───── Extracted data ─────
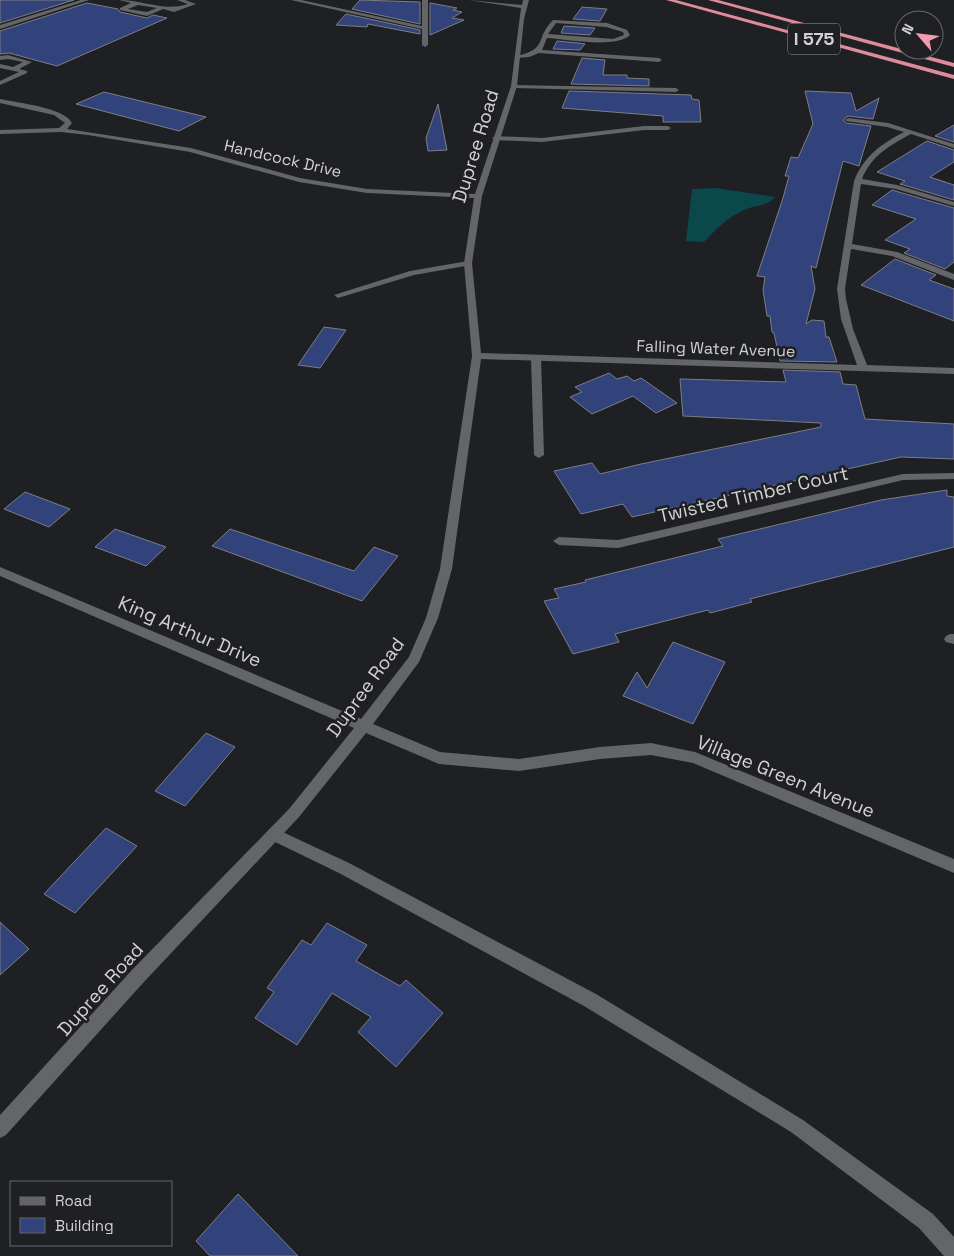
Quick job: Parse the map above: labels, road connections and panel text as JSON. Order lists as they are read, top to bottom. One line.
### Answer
─────
───── Extracted data ─────
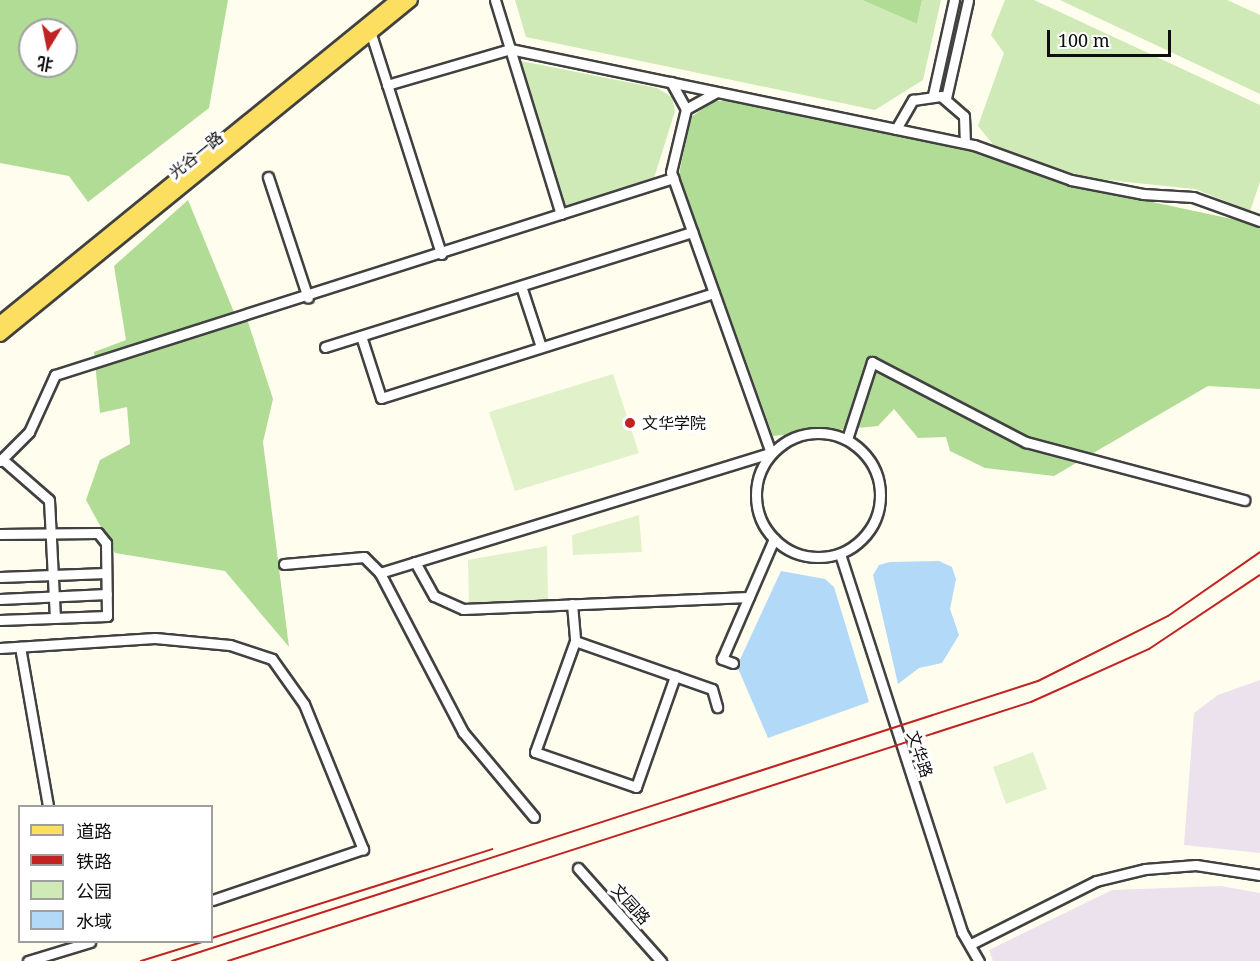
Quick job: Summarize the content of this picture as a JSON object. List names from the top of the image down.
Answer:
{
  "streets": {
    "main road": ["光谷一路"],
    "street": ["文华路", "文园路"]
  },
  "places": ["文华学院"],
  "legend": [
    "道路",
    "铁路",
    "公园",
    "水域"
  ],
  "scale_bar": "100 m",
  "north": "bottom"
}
─────
───── Extracted data ─────
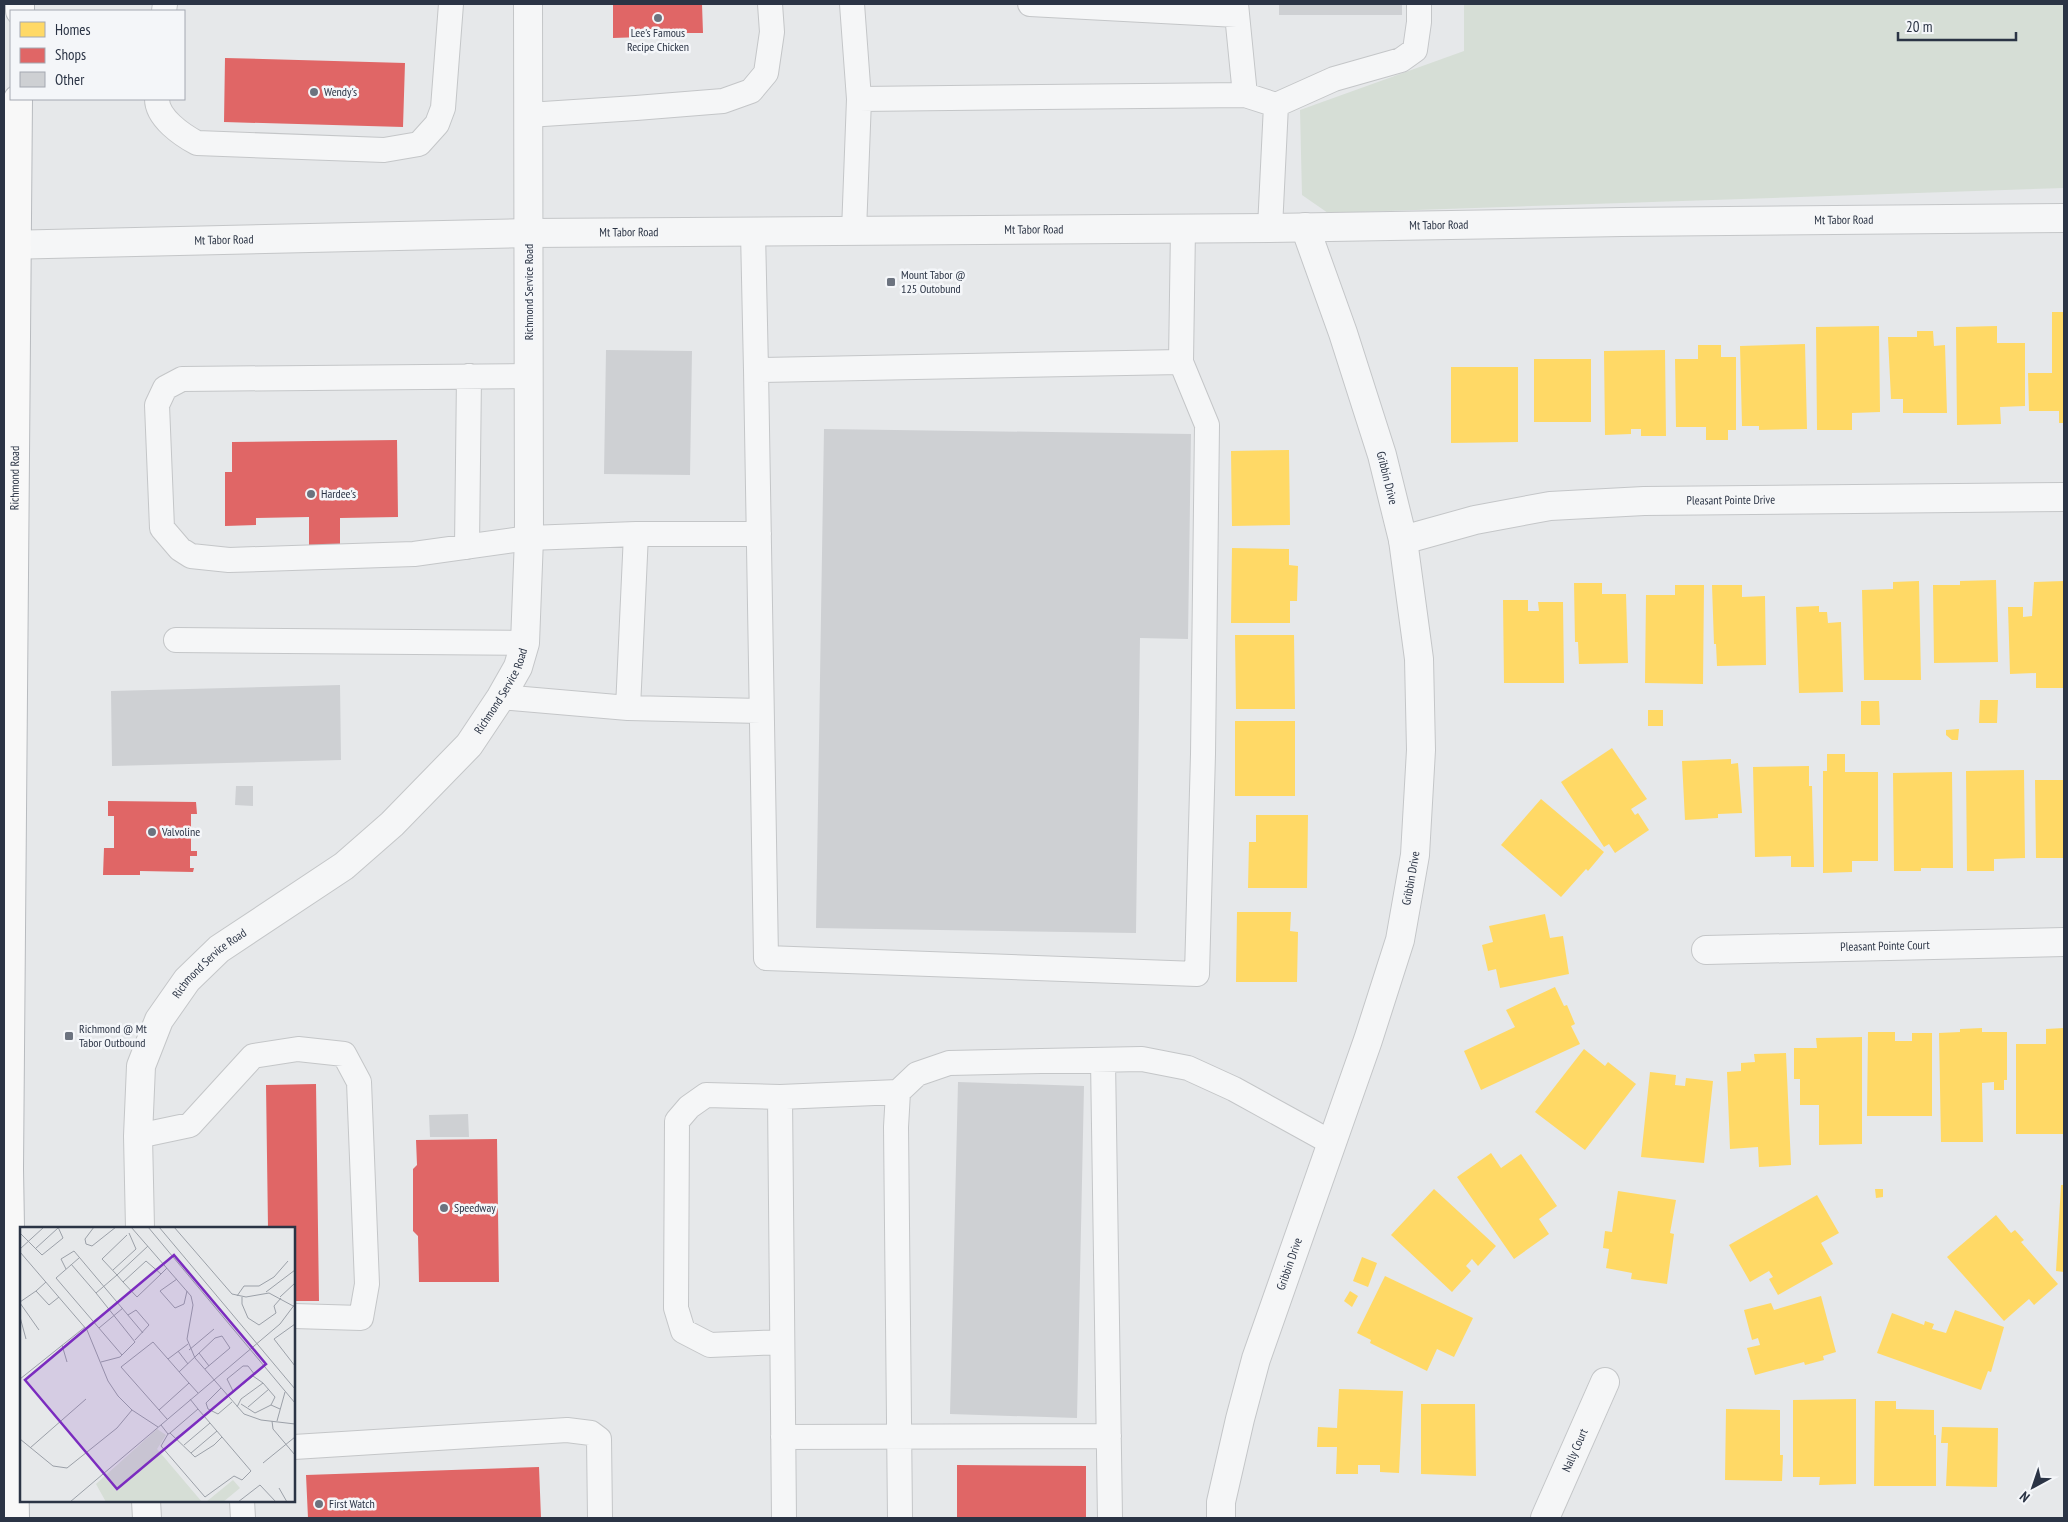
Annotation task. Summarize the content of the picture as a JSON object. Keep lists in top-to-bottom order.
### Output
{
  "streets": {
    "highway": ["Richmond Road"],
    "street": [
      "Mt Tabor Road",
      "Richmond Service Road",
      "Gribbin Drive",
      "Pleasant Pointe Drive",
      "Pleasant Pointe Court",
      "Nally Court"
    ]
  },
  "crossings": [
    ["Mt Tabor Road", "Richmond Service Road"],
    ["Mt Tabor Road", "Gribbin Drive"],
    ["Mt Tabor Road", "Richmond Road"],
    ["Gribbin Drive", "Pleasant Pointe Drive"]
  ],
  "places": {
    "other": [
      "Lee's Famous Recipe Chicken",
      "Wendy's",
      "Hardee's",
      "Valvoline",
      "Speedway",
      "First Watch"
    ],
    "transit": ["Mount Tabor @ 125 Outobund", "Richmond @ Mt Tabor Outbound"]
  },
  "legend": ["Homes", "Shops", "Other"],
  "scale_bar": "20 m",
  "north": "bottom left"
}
─────
Work instructions: Check each line above for the string "Summarize", then copy the ones that have it.

Result of the exercise:
Quick job: Summarize the content of this picture as a JSON object. List names from the top of the image down.
Annotation task. Summarize the content of the picture as a JSON object. Keep lists in top-to-bottom order.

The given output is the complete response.